#### Recorded data
========================
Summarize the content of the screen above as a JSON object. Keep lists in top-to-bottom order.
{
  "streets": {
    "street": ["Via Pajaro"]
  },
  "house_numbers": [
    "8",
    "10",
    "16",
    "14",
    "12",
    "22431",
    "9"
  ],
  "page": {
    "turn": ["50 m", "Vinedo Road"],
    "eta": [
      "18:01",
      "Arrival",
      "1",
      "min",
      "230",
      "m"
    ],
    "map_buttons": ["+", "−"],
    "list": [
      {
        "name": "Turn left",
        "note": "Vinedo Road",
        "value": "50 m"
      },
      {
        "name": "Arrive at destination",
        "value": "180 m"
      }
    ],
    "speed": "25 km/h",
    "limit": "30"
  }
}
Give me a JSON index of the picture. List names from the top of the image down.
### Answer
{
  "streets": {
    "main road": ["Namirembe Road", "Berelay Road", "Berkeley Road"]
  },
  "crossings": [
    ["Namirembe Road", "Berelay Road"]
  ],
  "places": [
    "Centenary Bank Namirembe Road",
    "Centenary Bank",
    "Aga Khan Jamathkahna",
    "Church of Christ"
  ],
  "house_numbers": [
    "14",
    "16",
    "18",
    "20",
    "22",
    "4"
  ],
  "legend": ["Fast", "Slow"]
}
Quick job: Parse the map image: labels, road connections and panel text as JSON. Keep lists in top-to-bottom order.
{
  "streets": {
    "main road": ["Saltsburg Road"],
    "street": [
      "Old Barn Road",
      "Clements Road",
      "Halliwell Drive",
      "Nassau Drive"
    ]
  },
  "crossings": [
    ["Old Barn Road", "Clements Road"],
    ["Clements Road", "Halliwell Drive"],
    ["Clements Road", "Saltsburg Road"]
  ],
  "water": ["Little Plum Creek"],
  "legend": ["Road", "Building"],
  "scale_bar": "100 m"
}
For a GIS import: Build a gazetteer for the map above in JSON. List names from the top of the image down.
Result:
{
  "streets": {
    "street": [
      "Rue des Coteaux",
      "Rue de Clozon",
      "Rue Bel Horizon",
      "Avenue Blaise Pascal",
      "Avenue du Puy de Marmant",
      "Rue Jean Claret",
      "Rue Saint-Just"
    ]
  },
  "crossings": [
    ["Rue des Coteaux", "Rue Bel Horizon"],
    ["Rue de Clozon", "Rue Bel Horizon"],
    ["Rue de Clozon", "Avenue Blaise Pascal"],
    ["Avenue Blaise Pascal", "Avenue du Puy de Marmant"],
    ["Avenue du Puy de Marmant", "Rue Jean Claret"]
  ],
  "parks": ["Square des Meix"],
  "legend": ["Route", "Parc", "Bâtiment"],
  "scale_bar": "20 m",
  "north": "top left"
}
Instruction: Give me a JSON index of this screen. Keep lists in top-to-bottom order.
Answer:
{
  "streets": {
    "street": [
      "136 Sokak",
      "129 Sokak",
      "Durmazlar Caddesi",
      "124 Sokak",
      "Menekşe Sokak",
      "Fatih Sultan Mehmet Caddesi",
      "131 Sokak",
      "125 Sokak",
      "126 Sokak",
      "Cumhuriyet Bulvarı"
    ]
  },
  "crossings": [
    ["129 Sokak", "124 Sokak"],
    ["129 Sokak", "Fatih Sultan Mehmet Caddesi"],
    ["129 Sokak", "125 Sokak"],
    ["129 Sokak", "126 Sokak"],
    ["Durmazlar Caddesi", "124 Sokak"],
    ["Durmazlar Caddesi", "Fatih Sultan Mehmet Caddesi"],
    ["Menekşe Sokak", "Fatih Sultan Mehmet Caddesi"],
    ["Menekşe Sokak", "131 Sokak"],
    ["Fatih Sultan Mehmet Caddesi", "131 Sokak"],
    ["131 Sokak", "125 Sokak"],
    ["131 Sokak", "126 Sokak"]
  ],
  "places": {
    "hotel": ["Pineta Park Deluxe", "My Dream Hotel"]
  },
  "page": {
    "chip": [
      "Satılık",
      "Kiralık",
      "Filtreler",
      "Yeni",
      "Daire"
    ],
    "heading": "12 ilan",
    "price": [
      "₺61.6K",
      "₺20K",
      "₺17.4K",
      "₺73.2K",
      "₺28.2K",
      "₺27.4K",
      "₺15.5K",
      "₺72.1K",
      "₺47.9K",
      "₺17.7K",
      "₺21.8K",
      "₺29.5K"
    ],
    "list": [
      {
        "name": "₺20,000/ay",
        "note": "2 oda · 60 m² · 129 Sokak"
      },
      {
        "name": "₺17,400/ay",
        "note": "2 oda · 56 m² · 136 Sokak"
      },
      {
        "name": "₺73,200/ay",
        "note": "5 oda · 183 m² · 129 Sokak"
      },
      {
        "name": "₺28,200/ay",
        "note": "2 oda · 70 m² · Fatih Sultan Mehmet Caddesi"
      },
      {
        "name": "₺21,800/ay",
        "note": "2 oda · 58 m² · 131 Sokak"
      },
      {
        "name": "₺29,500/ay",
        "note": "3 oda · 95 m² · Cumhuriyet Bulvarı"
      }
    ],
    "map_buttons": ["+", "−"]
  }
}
========================
#### Work instruction
Scan the entries for lines holding the string "Vinedo", then copy every one of them.

#### Problem solution
    "turn": ["50 m", "Vinedo Road"],
        "note": "Vinedo Road",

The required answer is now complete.